Shares of Canadian pot titan Aurora Cannabis (NYSE:ACB) not only failed to break out of their nearly yearlong funk last month, but they also fell by another 12.5% over the course of January, according to data from S&P Global Market Intelligence.
Why is Aurora's stock failing to find a bottom? While some top pot stocks like Canopy Growth and OrganiGram Holdings actually posted gains last month, Aurora's shares continued to move lower over growing concerns that the company will face a cash crunch in the not-so-distant future.
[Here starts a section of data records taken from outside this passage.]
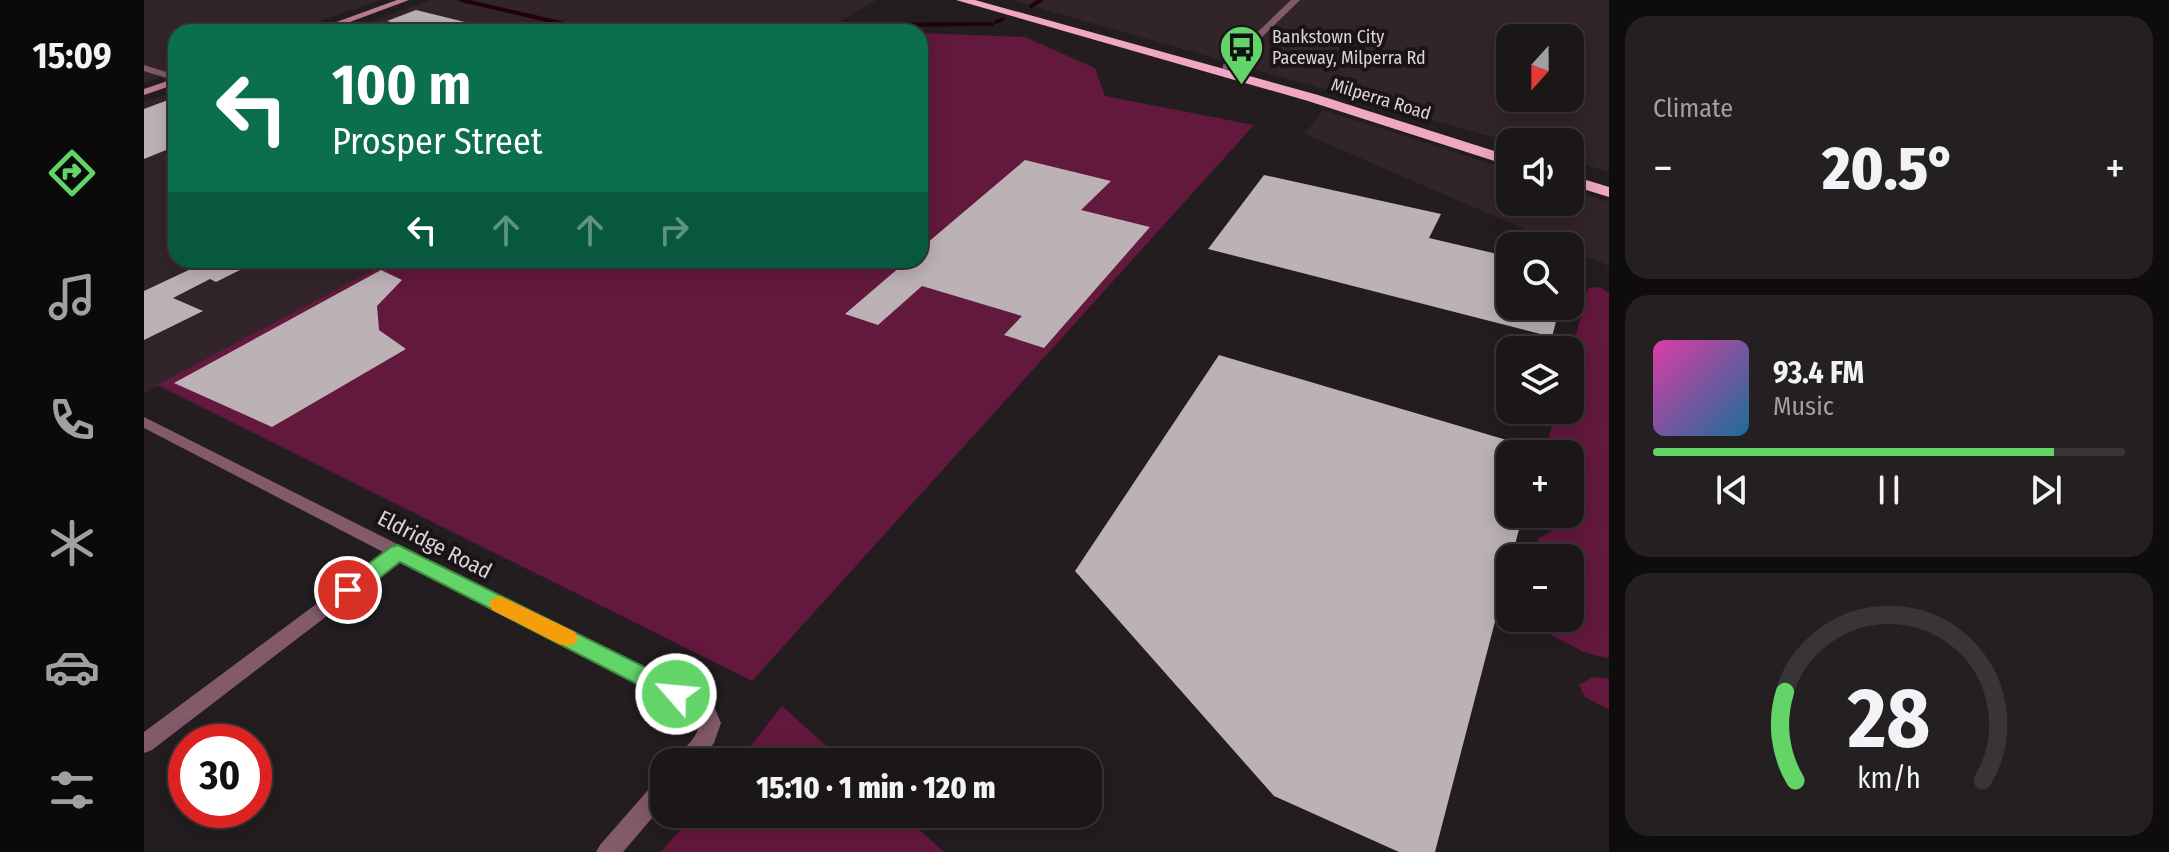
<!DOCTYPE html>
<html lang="en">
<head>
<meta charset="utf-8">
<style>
  :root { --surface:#1b1617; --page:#241f20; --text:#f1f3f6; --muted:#a09fa1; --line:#393536; --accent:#63d468 }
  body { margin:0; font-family:"Fira Sans Condensed",sans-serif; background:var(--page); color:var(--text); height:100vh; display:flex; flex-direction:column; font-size:30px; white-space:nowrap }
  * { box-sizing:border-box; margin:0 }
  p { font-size:26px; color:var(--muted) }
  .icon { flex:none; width:44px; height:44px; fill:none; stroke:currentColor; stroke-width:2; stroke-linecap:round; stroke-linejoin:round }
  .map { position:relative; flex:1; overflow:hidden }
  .side { display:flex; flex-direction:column; gap:16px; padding:16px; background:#0f0c0d; width:560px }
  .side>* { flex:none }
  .top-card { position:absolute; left:24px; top:24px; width:760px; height:244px; border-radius:24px; box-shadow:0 4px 20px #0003,0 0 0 2px var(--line); background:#0b6e4f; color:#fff; overflow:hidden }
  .needle { width:52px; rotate:201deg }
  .buttons { position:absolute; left:1352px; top:24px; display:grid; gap:16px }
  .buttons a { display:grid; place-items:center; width:88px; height:88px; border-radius:16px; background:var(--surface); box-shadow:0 4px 20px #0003,0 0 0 2px var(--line); font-size:40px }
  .speed { position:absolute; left:24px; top:724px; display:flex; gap:16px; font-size:40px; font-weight:700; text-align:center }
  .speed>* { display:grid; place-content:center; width:104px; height:104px; border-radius:50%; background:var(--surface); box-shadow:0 4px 20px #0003,0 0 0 2px var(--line); line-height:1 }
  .speed .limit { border:12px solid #d22; background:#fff; color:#111 }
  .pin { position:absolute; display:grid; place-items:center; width:68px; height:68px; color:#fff; margin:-34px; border:4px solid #fff; border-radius:50%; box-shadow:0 2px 8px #0007 }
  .me { position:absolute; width:88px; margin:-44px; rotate:297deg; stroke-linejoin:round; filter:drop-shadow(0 0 6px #0008) }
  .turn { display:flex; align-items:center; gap:28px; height:168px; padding:0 32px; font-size:36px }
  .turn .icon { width:104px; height:104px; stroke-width:2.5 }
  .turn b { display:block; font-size:56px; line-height:68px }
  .lanes { display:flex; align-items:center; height:76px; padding:0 32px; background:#0003; justify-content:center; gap:40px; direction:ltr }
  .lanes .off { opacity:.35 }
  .big { font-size:60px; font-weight:800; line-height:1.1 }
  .side .tile { flex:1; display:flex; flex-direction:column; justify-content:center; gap:12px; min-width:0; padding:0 28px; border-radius:24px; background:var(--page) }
  .side .dial { align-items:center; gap:0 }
  .dial svg { height:208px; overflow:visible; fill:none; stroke:var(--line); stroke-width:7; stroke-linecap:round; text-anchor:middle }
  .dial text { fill:var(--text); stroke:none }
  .song { display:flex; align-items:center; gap:24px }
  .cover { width:96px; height:96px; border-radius:12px; background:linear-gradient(135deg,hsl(320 70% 55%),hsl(200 70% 35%)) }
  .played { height:8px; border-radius:4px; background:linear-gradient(90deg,var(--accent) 85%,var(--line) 85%) }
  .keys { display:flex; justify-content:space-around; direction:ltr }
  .heat { display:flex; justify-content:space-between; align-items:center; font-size:44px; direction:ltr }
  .trip { position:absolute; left:506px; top:748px; width:452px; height:80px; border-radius:24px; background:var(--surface); box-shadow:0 4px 20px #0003,0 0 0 2px var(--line); font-weight:800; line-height:80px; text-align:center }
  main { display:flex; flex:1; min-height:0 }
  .dock { display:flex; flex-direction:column; width:144px; justify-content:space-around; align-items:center; background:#0b0909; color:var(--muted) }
  .dock .icon { width:56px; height:56px }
  .dock .active { color:var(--accent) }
  .dock b { font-size:36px; color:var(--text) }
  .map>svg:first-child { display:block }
  .built { fill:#32252a; fill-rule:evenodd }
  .green { fill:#63183d }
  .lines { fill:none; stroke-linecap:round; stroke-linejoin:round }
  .stream { stroke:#23000f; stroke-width:4 }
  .building { fill:#bcb2b5 }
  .minor { fill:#825a6a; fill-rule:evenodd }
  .secondary { fill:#bc7b94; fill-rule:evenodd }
  .trunk { fill:#f0a7c4; fill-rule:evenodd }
  .route { fill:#63d468; stroke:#408a44; stroke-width:2 }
  .slow { fill:#f59e0b }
  .labels { text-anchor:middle; stroke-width:8; stroke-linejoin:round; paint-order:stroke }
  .far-poi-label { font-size:18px; fill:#dbd5d7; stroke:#1b1416; text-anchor:start }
  .far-street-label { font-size:18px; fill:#dbd5d7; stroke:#1b1416 }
  .street-label { font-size:22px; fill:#dbd5d7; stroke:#1b1416 }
</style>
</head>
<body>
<main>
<nav class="dock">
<b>15:09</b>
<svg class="icon active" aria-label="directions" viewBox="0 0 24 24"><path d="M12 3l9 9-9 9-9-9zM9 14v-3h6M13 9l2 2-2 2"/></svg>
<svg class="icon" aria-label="music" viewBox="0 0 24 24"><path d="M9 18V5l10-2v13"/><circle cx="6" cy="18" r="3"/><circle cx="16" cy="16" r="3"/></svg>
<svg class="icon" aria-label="phone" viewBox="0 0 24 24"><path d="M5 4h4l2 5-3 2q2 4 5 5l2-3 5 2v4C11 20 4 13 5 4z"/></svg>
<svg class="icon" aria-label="climate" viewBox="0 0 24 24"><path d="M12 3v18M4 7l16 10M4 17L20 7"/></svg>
<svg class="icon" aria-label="car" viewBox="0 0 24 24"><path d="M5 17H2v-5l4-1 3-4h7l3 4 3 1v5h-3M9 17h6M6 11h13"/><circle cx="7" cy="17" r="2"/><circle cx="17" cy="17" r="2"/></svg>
<svg class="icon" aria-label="filters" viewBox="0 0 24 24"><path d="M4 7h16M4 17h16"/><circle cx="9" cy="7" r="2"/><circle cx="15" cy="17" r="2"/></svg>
</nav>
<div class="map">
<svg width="1465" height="852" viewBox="0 0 1465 852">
  <rect width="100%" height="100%" fill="#241d1f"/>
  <g class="built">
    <path d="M0 0H236L145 32H32V72L0 83Z"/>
    <path d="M287 0H732L679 32H198Z"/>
    <path d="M867 0H1465V172L1426 160V142H1366ZM1366 38H1426V98H1366Z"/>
    <path d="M32 91V260H248L0 394V102Z"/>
    <path d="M1179 110 1366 170V202H1426V189L1465 202V266L1426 249V246H1419L1161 134Z"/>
  </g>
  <g class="green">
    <path d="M776 33 881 37 951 68 961 96 1110 125 608 681 13 385 248 260H776Z"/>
    <path d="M1456 287 1465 293V657L1462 658 1440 652 1405 634 1400 618H1426V558H1392L1394 539C1415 526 1429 517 1438 493L1426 464V454H1417L1405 437 1412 410H1426V358L1444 288Z"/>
    <path d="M1448 677 1465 679V710L1441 697 1435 685Z"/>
    <path d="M638 706 700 762H594Z"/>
    <path d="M550 814H758L800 852H517Z"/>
  </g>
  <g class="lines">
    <g class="stream">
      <path d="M317 0 455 32"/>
      <path d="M887 6 897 0"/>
      <path d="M852 22 859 19"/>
      <path d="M633 32 723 25 848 24"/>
    </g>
  </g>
  <g class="building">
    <path d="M272 10 337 26 336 32H244L258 25 243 21Z"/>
    <path d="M32 97V146L0 159V109Z"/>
    <path d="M881 160 967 181 937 210 1006 227 900 348 860 335 878 316 778 286 734 325 701 314 764 260H776V249Z"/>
    <path d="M1120 175 1297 214 1285 238 1366 257V306H1416L1408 337 1064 249Z"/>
    <path d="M66 260H116L72 282 66 279 29 298 59 311 0 340V291Z"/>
    <path d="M237 270 258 280 233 306 235 330 262 349 128 427 30 383Z"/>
    <path d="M1075 355 1366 441V514H1379L1291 852H1255L1130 796 931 571Z"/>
  </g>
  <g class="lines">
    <g class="minor">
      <path d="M1147 0H1156L1085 69H1079V65Z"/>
      <path d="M0 65 32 75V81L0 71Z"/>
      <path d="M0 417 568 702 577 723 570 743 555 762H531C540 745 560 736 554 714L256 560 8 750 0 753V732L241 553 0 428Z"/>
      <path d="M520 779V804L479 852H452L456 845 512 781Z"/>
    </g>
    <g class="secondary">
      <path d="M253 0H265L179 32H165Z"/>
      <path d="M32 78V84L0 95V89Z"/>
    </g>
    <g class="trunk">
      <path d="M812 0H831L1174 95 1366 156V166L1164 101Z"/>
      <path d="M1426 175 1465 187V197L1426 185Z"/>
    </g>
  </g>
  <path class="route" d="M254 545 541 687 544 694 541 700 532 703 524 700 256 562 212 596H196L193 590 196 585 247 547Z"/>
  <path class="slow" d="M356 596 431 632 434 638 431 644 423 646 415 644 348 610 345 604 348 599Z"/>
  <defs>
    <symbol id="bus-pin" viewBox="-11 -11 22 30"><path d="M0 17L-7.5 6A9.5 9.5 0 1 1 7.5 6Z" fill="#63d468" stroke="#1b1416"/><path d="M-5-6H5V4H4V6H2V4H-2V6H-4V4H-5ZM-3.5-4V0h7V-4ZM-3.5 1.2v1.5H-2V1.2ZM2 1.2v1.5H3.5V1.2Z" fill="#111"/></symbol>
  </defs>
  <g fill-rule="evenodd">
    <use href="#bus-pin" x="1072" y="22" width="51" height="69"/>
  </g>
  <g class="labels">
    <g class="far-poi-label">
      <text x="1128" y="43">Bankstown City<tspan x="1128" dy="21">Paceway, Milperra Rd</tspan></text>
    </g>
    <g class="far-street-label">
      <text transform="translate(1237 99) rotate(17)" y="6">Milperra Road</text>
    </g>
    <g class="street-label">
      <text transform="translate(291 544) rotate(27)" y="8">Eldridge Road</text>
    </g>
  </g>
</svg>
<div class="buttons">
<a><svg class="needle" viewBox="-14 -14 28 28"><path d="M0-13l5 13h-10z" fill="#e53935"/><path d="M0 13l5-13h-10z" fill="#a09fa1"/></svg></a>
<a><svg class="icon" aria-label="sound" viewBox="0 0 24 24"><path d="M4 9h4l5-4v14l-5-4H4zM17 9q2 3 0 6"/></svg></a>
<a><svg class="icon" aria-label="search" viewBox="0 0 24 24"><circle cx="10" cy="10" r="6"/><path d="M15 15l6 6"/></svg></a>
<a><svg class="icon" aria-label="layers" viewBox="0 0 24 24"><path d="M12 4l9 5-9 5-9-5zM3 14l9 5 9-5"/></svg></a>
<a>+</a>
<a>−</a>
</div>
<div class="speed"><div class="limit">30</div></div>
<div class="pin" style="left:204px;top:590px;background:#d93025"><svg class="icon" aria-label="arrive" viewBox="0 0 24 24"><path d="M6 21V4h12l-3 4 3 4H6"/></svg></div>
<svg class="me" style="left:532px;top:694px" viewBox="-20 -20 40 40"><circle r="17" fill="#63d468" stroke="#fff" stroke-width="3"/><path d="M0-11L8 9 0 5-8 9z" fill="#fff"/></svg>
<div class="trip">15:10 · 1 min · 120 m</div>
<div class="top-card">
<div class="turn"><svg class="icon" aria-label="left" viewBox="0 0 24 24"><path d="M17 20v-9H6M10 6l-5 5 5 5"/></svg><div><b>100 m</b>Prosper Street</div></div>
<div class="lanes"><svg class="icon" aria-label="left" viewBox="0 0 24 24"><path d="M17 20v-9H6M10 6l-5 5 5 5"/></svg><svg class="icon off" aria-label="ahead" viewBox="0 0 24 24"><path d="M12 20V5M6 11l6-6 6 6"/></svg><svg class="icon off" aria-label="ahead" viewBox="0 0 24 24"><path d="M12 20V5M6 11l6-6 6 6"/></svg><svg class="icon off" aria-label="right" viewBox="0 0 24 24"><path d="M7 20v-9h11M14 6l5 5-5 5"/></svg></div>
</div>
</div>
<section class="side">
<div class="tile"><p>Climate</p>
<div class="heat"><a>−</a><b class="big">20.5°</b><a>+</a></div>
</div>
<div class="tile">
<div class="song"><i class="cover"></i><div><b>93.4 FM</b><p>Music</p></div></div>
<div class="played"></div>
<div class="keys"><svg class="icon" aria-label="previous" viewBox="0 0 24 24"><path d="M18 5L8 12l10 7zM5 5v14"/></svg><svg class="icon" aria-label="pause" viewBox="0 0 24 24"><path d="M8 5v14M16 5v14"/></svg><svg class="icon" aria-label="next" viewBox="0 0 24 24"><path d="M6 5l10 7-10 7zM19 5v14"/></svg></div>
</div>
<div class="tile dial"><svg viewBox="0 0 100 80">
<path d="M14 69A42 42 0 1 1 86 69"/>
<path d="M14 69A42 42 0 0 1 10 35" stroke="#63d468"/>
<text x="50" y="56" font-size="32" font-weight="700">28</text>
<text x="50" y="72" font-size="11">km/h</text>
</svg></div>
</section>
</main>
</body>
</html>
Aurora's dwindling cash position and highly uncertain growth outlook haven't gone unnoticed on Wall Street. On Jan. 10, for instance, Piper Sandler slashed its 12-month price target on the stock from $3 to $1. In effect, the investment bank is calling for the company's shares to shed another 50% of their value by the end of 2020.
That's a rather dire take -- especially in light of the fact that the stock has already fallen by 61% over the prior 12 months. Nonetheless, GLJ Research is even more pessimistic about Aurora. Last December, GLJ analyst Gordon Johnson rolled out a controversial $0 price target on the pot stock. In his view, Aurora is flat-out worthless.
Is Wall Street wrong about this top pot stock? Aurora definitely has some serious issues to contend with this year. The company has to clean up its balance sheet, find sources of capital other than simply selling shares, and capitalize on the recent legalization of high-margin derivatives like edibles, vapes, and beverages. Unfortunately, Aurora may not be able to achieve any of these key operational goals anytime soon. Investors, in turn, would probably be wise to avoid this name in 2020.